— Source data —
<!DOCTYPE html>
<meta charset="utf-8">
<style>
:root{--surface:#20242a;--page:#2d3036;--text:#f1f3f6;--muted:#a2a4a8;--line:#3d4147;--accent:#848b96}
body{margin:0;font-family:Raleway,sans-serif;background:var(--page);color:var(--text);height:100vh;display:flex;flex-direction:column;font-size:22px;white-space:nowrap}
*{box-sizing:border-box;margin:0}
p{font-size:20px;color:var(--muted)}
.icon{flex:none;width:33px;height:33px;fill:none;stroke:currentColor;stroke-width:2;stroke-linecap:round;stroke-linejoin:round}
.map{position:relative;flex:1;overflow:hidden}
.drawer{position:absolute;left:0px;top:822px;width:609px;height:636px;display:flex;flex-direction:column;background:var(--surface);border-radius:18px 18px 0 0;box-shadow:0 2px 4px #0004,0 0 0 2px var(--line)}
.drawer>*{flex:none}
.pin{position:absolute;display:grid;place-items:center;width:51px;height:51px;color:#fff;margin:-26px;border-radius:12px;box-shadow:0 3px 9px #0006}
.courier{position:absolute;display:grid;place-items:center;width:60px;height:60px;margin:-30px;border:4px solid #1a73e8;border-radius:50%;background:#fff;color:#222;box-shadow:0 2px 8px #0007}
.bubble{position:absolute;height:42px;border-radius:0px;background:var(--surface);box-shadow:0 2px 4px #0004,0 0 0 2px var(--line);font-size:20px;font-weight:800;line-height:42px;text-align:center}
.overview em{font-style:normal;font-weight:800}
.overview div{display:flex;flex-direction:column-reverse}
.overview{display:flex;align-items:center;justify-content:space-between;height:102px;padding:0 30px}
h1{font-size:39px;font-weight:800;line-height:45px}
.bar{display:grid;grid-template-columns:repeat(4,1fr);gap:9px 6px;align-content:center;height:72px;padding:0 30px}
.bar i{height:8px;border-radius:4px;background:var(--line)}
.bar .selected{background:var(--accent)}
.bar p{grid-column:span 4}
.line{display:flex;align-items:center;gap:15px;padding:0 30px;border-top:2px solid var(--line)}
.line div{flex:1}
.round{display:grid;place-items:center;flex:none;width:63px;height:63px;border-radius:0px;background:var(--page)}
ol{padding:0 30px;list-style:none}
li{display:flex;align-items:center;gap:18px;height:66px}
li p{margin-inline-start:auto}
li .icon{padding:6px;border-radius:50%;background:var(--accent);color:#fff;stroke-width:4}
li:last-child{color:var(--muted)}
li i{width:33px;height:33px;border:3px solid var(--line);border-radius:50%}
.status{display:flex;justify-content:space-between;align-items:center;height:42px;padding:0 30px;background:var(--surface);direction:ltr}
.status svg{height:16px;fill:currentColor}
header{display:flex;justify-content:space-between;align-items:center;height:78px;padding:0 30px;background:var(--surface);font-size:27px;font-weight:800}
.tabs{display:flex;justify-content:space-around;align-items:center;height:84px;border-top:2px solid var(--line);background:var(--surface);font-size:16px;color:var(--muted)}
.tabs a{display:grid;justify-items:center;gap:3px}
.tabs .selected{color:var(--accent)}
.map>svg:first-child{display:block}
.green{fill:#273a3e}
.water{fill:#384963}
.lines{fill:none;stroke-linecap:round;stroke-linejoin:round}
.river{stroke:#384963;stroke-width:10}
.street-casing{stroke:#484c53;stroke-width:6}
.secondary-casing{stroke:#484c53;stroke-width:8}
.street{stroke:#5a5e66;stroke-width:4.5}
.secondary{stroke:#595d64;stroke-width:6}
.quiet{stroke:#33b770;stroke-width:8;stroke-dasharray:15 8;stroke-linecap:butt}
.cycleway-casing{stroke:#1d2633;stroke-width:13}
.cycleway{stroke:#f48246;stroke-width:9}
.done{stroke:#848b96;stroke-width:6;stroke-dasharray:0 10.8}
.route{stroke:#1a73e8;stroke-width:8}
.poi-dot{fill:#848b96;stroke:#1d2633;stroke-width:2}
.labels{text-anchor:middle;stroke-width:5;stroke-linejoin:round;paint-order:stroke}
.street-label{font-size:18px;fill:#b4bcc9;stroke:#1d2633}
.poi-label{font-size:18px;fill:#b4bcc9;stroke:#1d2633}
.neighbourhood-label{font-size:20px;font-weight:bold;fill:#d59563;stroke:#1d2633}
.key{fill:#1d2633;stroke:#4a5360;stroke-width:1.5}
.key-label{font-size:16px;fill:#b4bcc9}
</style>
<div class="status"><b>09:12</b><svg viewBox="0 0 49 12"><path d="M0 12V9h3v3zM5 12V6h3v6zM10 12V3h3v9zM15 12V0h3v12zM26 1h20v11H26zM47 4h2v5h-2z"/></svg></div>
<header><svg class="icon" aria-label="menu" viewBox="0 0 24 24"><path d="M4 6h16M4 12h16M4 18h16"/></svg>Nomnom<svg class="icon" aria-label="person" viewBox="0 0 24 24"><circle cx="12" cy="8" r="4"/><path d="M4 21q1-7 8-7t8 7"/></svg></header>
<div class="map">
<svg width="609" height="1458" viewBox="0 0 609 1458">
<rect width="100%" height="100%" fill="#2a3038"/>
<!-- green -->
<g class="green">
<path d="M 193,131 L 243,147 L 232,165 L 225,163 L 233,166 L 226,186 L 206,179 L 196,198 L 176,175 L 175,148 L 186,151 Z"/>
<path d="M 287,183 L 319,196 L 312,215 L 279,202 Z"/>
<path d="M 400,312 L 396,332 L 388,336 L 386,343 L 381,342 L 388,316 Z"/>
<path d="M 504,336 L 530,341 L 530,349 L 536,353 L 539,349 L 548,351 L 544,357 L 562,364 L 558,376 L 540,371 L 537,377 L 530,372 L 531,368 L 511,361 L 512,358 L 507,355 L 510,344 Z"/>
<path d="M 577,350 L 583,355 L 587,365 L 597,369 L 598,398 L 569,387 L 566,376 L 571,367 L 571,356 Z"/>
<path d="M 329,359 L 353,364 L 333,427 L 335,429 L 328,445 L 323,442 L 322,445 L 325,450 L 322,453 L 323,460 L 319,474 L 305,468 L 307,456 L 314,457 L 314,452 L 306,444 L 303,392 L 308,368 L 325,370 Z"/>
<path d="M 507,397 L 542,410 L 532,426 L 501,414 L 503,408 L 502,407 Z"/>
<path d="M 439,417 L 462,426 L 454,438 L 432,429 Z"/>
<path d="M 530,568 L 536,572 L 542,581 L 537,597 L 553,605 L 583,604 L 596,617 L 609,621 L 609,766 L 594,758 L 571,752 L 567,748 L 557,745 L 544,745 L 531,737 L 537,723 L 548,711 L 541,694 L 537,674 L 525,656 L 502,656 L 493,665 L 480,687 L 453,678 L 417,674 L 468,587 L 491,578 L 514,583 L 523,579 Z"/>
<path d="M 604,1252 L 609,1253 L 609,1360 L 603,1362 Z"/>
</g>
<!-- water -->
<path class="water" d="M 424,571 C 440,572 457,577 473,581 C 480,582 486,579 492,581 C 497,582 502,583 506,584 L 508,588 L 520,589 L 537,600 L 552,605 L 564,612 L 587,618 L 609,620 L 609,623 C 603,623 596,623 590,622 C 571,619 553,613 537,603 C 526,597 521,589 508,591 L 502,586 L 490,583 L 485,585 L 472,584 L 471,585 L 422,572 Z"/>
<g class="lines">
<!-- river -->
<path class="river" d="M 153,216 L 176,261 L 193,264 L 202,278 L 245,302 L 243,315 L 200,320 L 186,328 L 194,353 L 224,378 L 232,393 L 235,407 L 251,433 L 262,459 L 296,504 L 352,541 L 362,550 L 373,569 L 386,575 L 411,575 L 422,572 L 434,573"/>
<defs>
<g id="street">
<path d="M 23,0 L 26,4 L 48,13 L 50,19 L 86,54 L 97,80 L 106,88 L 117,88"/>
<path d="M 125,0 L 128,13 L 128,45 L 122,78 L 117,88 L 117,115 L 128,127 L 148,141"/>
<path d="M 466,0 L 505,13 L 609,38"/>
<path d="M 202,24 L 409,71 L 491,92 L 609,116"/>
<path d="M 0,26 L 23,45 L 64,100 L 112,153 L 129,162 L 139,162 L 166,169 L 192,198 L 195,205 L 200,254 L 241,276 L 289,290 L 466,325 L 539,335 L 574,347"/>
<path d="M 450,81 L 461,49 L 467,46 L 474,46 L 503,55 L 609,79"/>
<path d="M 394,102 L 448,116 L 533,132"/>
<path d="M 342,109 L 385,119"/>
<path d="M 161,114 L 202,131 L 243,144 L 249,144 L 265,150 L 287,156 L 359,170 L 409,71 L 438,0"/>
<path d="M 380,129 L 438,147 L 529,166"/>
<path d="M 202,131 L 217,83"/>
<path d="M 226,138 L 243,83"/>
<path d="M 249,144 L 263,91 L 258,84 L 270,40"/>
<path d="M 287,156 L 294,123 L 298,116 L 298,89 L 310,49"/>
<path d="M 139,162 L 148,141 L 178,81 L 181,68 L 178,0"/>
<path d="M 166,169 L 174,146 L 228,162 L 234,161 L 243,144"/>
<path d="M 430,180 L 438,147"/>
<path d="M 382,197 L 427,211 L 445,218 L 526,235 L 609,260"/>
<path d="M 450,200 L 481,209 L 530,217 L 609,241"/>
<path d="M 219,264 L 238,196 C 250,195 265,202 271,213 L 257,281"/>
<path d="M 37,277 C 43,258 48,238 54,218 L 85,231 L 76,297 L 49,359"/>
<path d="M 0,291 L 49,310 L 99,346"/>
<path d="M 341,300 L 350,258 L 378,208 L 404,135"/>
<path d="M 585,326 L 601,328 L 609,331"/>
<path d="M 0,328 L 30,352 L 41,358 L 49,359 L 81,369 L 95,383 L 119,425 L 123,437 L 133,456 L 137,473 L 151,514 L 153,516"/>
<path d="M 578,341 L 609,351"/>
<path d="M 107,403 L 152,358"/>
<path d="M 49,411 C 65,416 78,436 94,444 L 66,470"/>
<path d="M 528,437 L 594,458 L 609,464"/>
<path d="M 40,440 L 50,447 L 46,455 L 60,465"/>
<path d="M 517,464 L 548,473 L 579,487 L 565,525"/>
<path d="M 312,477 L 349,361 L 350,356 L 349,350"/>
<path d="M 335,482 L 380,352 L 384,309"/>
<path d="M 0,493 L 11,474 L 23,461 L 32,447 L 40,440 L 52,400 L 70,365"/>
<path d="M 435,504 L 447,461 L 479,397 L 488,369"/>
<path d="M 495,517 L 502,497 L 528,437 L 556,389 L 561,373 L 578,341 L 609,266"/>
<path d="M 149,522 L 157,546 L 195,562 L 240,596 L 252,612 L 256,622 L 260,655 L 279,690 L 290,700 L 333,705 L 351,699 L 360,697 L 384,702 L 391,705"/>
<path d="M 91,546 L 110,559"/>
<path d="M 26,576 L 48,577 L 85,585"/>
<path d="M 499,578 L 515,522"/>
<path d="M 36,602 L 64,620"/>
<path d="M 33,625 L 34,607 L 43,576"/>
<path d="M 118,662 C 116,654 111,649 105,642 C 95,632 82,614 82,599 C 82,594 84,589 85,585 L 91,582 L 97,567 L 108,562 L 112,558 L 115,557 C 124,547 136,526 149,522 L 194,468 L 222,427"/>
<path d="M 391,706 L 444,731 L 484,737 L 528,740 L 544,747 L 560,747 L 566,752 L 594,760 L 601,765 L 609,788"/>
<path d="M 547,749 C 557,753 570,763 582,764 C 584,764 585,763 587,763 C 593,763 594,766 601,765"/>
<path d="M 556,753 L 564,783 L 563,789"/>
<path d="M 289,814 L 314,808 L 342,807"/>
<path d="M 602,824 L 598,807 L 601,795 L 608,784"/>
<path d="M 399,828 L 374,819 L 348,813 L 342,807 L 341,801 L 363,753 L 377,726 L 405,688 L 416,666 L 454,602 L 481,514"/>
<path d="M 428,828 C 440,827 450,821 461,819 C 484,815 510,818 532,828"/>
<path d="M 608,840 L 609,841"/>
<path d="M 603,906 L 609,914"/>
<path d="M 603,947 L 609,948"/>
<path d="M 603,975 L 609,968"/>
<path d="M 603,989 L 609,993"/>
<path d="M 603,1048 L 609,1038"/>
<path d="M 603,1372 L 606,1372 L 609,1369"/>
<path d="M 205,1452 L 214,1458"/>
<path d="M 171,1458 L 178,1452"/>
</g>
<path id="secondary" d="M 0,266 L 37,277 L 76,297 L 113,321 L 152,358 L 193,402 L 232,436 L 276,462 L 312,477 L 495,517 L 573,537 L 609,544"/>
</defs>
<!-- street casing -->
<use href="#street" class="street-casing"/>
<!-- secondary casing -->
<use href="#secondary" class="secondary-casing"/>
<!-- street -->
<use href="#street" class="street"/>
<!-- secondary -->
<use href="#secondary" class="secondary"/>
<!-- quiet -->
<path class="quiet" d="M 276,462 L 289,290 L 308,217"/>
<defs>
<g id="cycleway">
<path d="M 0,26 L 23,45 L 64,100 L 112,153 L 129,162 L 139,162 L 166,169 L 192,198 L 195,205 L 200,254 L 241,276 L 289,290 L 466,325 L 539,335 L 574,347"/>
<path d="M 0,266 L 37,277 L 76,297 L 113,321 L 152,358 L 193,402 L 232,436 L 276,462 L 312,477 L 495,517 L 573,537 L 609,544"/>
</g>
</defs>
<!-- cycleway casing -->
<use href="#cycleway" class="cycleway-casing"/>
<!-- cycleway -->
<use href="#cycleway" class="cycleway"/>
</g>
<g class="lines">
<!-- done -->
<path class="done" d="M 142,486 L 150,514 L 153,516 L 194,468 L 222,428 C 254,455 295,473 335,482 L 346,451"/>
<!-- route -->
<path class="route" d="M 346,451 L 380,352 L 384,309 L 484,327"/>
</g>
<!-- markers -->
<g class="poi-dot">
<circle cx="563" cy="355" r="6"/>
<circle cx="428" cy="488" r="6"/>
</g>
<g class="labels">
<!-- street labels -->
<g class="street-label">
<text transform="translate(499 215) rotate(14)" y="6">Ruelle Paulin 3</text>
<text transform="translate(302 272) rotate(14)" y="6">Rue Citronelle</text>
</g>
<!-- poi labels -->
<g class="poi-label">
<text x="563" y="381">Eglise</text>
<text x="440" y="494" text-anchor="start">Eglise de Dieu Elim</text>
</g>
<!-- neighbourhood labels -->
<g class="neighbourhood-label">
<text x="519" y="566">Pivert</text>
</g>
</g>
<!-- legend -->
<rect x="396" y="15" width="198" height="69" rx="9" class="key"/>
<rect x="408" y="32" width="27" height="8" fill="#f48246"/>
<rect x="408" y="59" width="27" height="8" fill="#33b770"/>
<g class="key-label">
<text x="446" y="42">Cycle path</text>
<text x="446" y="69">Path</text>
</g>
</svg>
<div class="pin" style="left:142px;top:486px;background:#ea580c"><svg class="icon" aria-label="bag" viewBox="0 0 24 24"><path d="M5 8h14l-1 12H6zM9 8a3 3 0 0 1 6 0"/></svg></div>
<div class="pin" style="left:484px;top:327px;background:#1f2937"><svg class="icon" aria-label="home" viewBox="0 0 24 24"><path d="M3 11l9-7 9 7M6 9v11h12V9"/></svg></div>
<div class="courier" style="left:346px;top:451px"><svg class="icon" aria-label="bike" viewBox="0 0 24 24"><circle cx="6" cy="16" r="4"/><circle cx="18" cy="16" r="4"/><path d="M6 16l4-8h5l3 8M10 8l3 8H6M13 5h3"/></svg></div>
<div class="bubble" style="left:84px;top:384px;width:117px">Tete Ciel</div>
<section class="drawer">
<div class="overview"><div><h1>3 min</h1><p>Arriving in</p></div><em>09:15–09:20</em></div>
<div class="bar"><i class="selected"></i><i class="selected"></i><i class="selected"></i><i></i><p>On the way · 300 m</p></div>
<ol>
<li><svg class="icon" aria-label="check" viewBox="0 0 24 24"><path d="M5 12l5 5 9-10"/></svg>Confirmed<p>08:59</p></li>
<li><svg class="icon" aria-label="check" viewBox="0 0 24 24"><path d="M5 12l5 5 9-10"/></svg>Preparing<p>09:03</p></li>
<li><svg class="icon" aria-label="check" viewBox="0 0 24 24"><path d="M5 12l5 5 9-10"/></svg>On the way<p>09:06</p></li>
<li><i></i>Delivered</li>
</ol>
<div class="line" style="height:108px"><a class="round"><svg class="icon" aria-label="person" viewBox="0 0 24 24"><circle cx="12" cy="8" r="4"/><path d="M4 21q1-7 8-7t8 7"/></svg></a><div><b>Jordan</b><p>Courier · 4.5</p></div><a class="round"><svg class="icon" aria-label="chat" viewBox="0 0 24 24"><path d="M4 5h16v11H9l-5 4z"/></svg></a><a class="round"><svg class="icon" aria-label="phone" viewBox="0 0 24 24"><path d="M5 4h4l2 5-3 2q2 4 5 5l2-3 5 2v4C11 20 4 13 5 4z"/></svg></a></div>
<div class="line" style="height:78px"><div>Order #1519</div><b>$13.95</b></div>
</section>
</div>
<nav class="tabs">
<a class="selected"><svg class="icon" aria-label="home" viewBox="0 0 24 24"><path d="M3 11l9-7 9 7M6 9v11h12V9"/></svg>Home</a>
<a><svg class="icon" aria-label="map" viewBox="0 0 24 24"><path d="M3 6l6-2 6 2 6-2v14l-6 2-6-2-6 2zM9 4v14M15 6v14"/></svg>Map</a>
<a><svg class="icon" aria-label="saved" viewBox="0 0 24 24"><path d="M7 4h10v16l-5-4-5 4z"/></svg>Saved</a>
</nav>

* * *

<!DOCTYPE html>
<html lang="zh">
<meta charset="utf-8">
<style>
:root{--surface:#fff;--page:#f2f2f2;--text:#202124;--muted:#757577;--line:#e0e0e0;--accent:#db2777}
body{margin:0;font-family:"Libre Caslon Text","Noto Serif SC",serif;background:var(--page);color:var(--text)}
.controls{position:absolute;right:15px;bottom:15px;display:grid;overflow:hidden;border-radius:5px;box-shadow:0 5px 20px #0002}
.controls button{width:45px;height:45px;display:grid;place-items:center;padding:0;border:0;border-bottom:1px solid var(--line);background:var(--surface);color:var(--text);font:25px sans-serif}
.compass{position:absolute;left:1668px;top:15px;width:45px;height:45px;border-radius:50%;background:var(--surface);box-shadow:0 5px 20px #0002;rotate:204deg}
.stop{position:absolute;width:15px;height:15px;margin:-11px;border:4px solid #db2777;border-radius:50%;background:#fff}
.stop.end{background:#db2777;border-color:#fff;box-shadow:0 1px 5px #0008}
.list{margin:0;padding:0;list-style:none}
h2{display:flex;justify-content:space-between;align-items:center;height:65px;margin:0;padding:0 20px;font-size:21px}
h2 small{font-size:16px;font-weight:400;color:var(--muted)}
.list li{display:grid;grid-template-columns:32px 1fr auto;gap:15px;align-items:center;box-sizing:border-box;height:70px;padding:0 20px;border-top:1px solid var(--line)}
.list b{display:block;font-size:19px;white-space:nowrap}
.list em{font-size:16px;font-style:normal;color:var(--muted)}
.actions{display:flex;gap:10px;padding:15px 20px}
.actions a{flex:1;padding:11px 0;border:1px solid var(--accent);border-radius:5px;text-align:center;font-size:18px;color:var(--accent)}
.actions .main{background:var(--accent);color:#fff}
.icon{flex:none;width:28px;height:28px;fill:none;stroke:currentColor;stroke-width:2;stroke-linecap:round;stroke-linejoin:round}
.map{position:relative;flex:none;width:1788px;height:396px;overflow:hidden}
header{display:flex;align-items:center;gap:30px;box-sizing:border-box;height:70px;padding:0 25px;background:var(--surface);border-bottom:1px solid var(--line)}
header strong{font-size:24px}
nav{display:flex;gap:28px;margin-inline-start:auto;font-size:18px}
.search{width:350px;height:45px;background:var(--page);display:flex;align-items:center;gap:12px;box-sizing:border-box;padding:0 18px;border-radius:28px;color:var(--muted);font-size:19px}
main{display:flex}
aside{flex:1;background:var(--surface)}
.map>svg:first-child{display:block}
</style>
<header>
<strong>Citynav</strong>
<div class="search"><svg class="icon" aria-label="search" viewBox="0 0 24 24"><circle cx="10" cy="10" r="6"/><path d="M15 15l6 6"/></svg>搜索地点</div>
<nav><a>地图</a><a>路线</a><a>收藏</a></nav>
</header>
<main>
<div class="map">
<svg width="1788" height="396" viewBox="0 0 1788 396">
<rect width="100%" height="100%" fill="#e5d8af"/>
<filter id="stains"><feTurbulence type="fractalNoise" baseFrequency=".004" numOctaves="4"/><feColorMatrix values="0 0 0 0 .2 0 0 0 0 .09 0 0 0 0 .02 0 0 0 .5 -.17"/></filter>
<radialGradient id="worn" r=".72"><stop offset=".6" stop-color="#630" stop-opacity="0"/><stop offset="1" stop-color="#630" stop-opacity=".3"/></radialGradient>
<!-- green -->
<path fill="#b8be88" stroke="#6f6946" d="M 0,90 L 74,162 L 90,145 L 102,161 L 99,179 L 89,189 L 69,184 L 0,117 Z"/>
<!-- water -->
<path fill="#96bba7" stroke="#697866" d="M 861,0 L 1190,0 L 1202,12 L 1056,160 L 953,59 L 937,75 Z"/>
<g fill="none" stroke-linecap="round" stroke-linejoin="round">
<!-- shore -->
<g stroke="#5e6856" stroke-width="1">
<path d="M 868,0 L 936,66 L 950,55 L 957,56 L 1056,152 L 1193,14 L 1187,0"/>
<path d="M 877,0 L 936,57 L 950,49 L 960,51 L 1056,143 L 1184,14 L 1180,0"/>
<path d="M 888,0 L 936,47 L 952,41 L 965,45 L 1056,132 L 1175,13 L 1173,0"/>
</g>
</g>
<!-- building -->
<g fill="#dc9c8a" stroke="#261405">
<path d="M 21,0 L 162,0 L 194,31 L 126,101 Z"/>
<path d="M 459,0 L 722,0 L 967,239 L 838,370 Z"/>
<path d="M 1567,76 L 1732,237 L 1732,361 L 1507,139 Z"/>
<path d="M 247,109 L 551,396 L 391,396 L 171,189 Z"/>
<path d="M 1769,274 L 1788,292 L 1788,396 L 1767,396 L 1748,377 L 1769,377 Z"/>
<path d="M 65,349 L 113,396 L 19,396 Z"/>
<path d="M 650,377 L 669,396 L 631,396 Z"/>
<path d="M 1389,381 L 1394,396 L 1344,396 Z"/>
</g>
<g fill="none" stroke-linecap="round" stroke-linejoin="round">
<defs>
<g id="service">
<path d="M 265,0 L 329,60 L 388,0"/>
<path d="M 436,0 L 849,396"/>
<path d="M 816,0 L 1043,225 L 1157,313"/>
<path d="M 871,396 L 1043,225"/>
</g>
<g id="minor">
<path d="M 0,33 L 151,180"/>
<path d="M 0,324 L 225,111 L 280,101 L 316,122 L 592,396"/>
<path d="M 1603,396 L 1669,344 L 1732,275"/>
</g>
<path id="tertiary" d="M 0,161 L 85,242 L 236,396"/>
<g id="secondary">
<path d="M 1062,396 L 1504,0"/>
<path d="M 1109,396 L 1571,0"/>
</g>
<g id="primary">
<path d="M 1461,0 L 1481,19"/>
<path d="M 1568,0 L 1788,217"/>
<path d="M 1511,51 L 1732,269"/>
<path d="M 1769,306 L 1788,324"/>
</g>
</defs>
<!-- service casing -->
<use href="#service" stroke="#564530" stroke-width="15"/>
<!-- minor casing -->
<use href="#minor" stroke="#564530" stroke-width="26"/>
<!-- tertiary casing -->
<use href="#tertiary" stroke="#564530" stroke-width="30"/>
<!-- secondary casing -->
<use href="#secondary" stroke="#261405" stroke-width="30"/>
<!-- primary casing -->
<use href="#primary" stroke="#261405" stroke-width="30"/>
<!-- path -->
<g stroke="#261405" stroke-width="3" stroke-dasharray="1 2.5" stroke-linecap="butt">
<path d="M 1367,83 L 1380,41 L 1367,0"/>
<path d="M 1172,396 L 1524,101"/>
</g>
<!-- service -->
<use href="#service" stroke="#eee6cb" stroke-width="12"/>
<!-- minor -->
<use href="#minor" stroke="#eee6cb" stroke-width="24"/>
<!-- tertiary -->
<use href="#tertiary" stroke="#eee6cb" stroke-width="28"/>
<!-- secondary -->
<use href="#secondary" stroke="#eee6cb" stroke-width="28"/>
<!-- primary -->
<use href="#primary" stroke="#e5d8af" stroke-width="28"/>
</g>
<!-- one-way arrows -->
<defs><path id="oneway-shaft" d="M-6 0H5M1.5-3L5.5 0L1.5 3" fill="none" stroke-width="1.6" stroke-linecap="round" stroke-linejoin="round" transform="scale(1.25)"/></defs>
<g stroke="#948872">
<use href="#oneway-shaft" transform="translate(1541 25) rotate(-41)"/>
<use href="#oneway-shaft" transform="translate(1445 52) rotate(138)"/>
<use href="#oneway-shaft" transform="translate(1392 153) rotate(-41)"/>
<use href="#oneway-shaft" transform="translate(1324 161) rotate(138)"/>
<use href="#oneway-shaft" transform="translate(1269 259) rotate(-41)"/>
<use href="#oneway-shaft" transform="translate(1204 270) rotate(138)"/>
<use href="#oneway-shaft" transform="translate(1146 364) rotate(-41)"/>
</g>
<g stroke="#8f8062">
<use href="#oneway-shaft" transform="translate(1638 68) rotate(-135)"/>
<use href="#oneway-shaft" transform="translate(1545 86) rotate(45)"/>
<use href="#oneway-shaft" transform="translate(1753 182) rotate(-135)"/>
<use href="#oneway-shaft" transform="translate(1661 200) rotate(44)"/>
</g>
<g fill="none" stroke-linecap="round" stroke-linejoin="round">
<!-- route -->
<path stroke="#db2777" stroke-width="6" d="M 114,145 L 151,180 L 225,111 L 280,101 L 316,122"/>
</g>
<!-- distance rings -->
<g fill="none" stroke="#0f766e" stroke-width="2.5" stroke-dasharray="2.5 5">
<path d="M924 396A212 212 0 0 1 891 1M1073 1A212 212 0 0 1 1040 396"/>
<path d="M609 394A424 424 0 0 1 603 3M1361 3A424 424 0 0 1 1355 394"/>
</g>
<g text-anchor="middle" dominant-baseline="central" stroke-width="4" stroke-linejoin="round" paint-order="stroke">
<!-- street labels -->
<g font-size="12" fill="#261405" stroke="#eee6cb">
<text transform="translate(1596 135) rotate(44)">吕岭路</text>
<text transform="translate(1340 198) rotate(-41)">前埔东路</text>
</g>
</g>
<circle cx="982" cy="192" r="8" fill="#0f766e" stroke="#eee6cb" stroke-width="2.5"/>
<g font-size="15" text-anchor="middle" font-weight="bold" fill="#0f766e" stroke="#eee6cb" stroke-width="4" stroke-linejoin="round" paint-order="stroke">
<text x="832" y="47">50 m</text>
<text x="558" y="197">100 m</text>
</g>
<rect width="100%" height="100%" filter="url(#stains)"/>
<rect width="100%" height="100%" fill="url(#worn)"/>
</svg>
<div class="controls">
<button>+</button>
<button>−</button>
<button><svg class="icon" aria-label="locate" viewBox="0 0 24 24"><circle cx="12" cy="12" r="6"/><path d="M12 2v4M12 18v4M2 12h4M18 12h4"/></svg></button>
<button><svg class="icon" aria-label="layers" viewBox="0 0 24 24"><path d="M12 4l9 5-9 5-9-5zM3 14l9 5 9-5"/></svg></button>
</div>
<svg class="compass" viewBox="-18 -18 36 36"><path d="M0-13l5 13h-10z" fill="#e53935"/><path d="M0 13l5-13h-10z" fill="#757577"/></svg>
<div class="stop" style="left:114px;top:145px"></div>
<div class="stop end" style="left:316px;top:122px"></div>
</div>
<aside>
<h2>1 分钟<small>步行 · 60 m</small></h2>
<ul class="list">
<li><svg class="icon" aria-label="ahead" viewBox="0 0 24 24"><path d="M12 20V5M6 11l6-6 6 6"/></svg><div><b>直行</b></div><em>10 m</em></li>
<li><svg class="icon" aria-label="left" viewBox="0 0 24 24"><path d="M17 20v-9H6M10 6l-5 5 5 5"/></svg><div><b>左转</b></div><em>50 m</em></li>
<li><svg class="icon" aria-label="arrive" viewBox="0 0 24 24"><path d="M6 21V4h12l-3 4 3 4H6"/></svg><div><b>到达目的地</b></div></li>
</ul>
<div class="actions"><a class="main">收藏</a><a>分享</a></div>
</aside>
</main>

— YOUR INSTRUCTIONS —
Among the lines above, which ones hold the string "nowrap"? Show them.

— TASK ANSWER —
body{margin:0;font-family:Raleway,sans-serif;background:var(--page);color:var(--text);height:100vh;display:flex;flex-direction:column;font-size:22px;white-space:nowrap}
.list b{display:block;font-size:19px;white-space:nowrap}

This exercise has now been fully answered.